Open kendrak24 opened 6 years ago
It happens for me as well. It seems to be triggered only in channels with too large membership (200+ members?), and usually general & random are very large because they are auto-joined. In slack projects with small membership, general and random channels work fine for me.
I still find it strange that is_member is false. What the API docs say is that "almost every user" is a member of general, not that is_general implies is_member. However, I'm happy to treat is_general as is_member if we think that's the right thing to do. It just means we won't additionally try to join the channel. I guess I'll do that and then you can let me know if it fixes it, or causes a different problem.
@bezirg I had the theory that it had something to do with how the general channel was configured (read only vs not, etc). I created a dummy slack with a couple of members just to test this, but there the general channel worked fine (and both is_general and is_member was true) regardless how I configured the channel. So, roster size seems like a likely suspect. Since it all works fine in Slack's web client, I assume they're handling the general channel separately (or not using their own API).
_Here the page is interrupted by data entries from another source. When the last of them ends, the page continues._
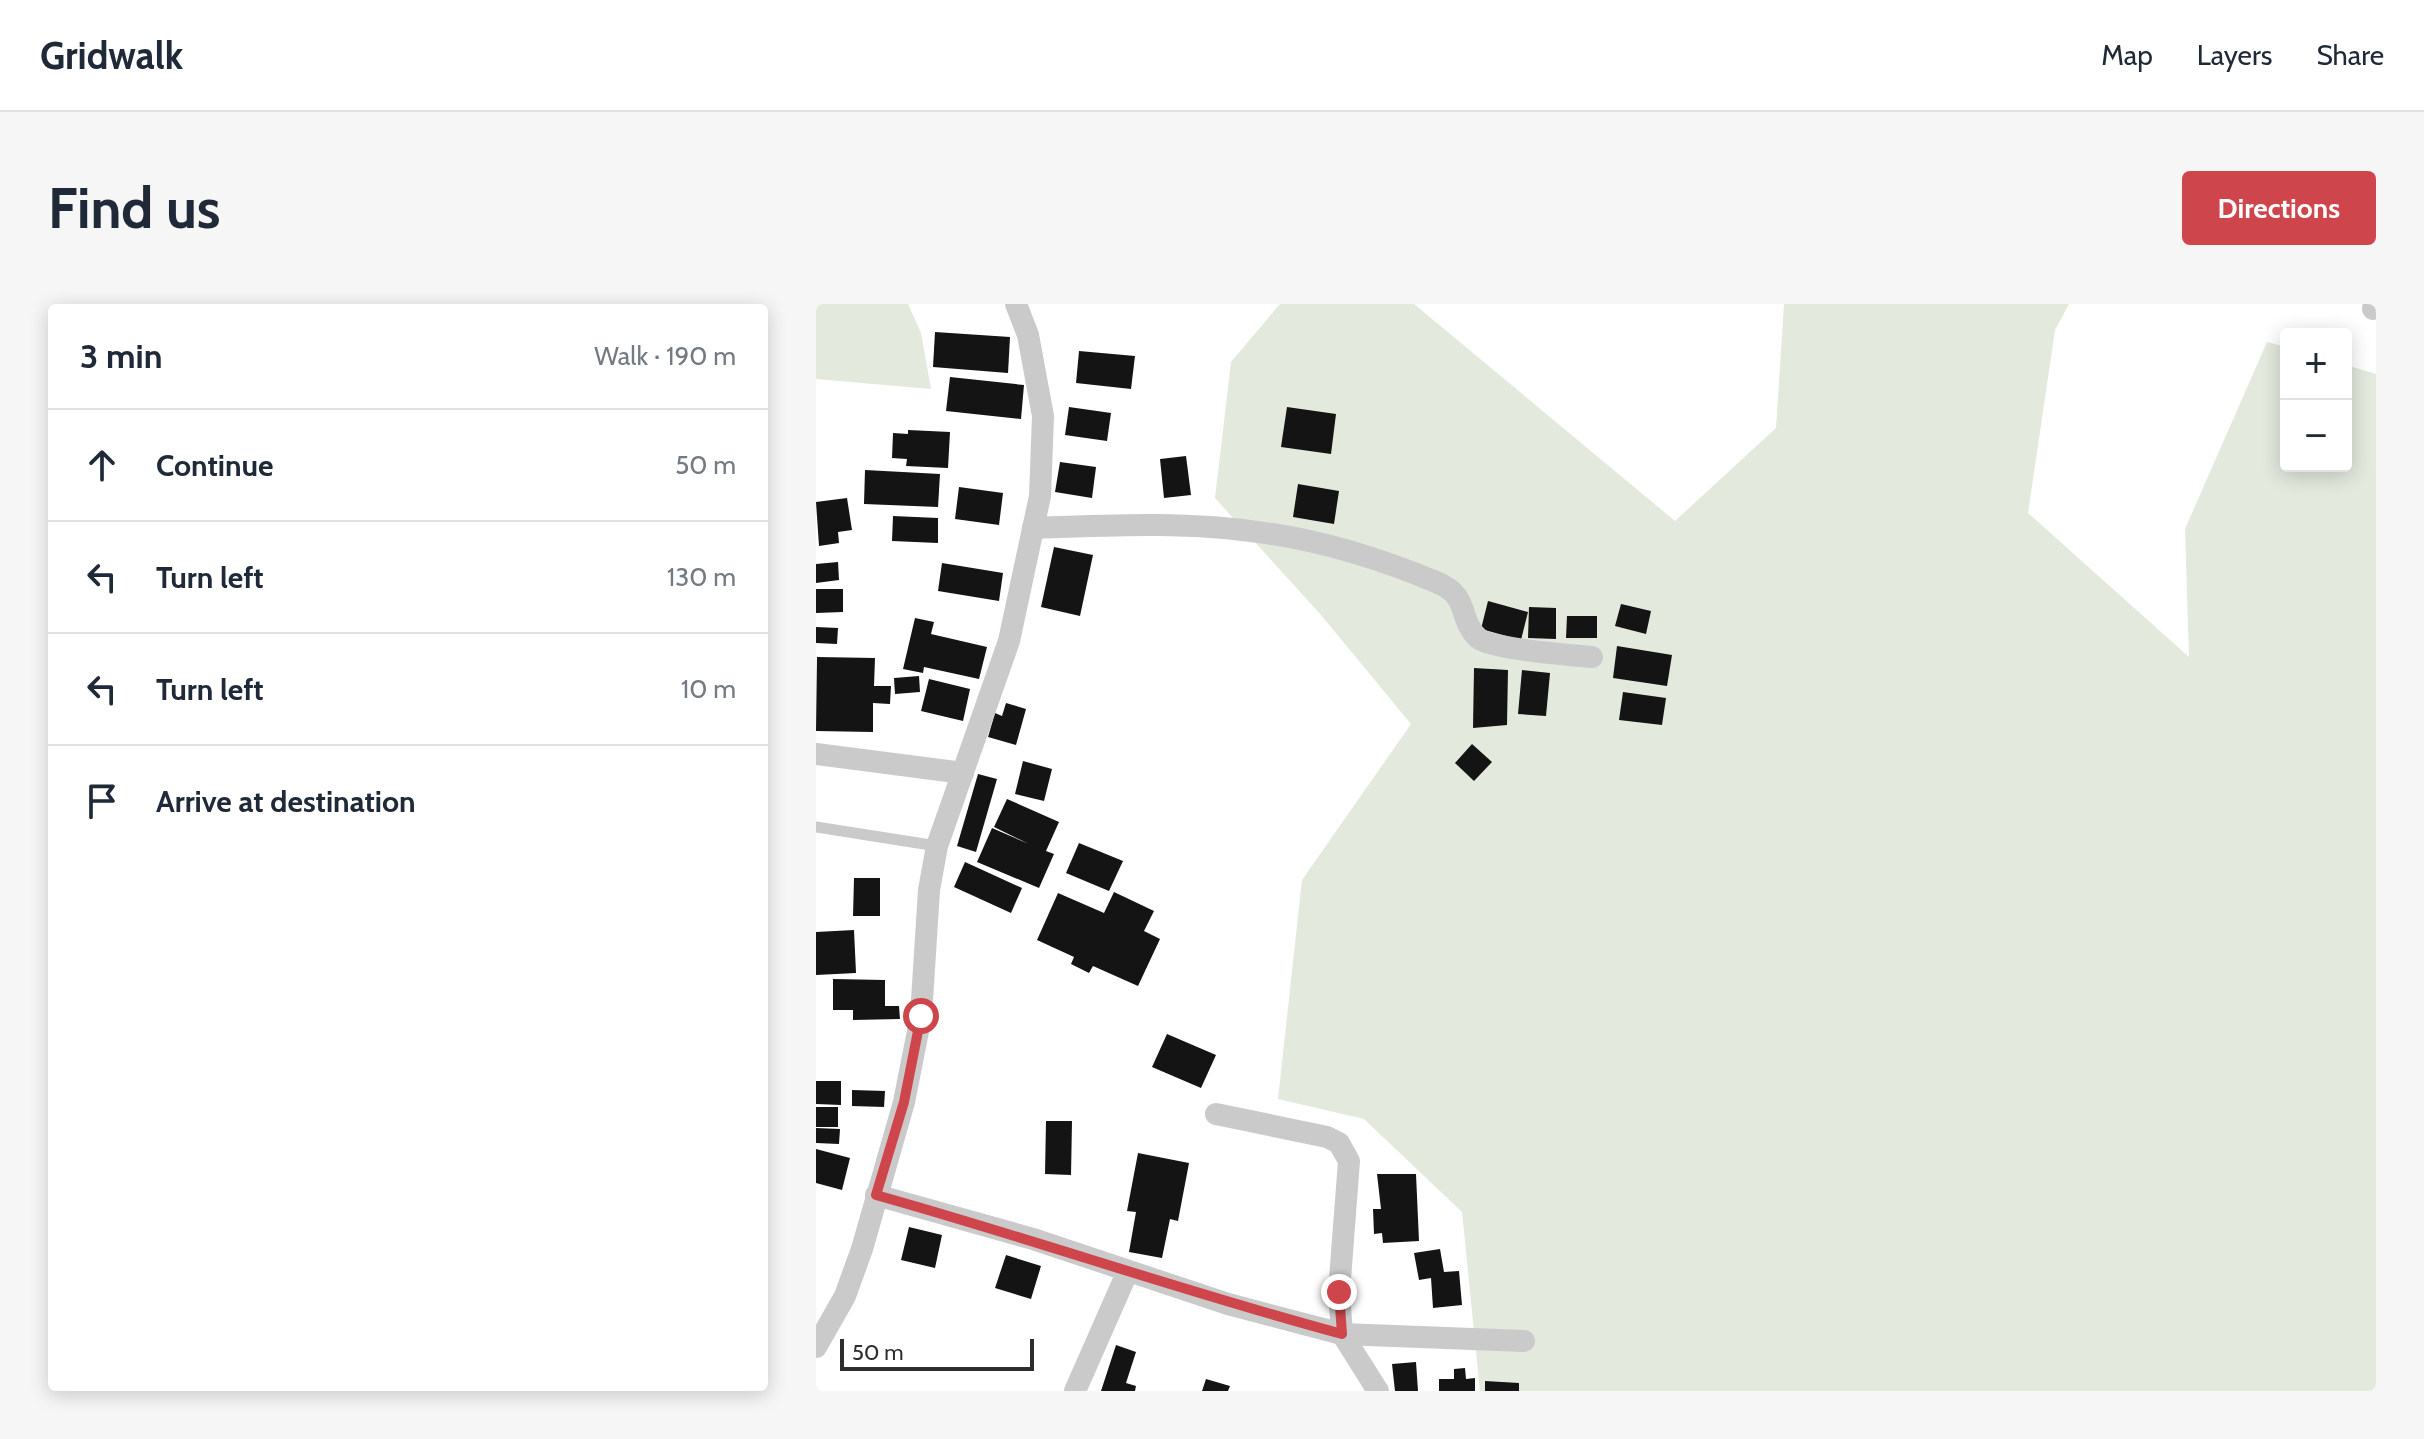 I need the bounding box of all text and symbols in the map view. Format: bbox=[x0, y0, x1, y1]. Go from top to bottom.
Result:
text: Gridwalk bbox=[40, 32, 183, 79]
text: Map bbox=[2101, 38, 2153, 72]
text: Layers bbox=[2197, 38, 2272, 72]
text: Share bbox=[2316, 38, 2384, 72]
button: Directions bbox=[2182, 171, 2376, 245]
text: Find us bbox=[48, 174, 221, 242]
map controls bbox=[2280, 328, 2352, 472]
button: + bbox=[2280, 328, 2352, 400]
text: 3 min bbox=[80, 335, 162, 377]
text: Walk · 190 m bbox=[594, 340, 736, 372]
button: − bbox=[2280, 400, 2352, 472]
icon: ahead bbox=[80, 443, 124, 487]
text: Continue bbox=[156, 447, 273, 484]
text: 50 m bbox=[675, 449, 736, 481]
icon: left bbox=[80, 555, 124, 599]
text: Turn left bbox=[156, 559, 264, 596]
text: 130 m bbox=[667, 561, 736, 593]
icon: left bbox=[80, 667, 124, 711]
text: Turn left bbox=[156, 671, 264, 708]
text: 10 m bbox=[681, 673, 736, 705]
icon: arrive bbox=[80, 779, 124, 823]
text: Arrive at destination bbox=[156, 783, 416, 820]
route start bbox=[903, 998, 939, 1034]
route end bbox=[1321, 1274, 1357, 1310]
scale bar bbox=[840, 1335, 1034, 1371]
text: 50 m bbox=[852, 1339, 904, 1366]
@dylex The fix worked. At least for the general channel. We don't have a random channel, so I can't speak for that.
The problem with general channel is fixed now for me.
I've seen this for the #general channel in our org, where is_general=true and (for some strange reason) is_member=false as seen in the debug snippet below. I've got no problem accessing this channel if I use Slack in a browser, and I'm in the member list (also checked in the browser). According to doc, everyone is implicitly a member of the #general channel, so maybe is_general just trumps is_member?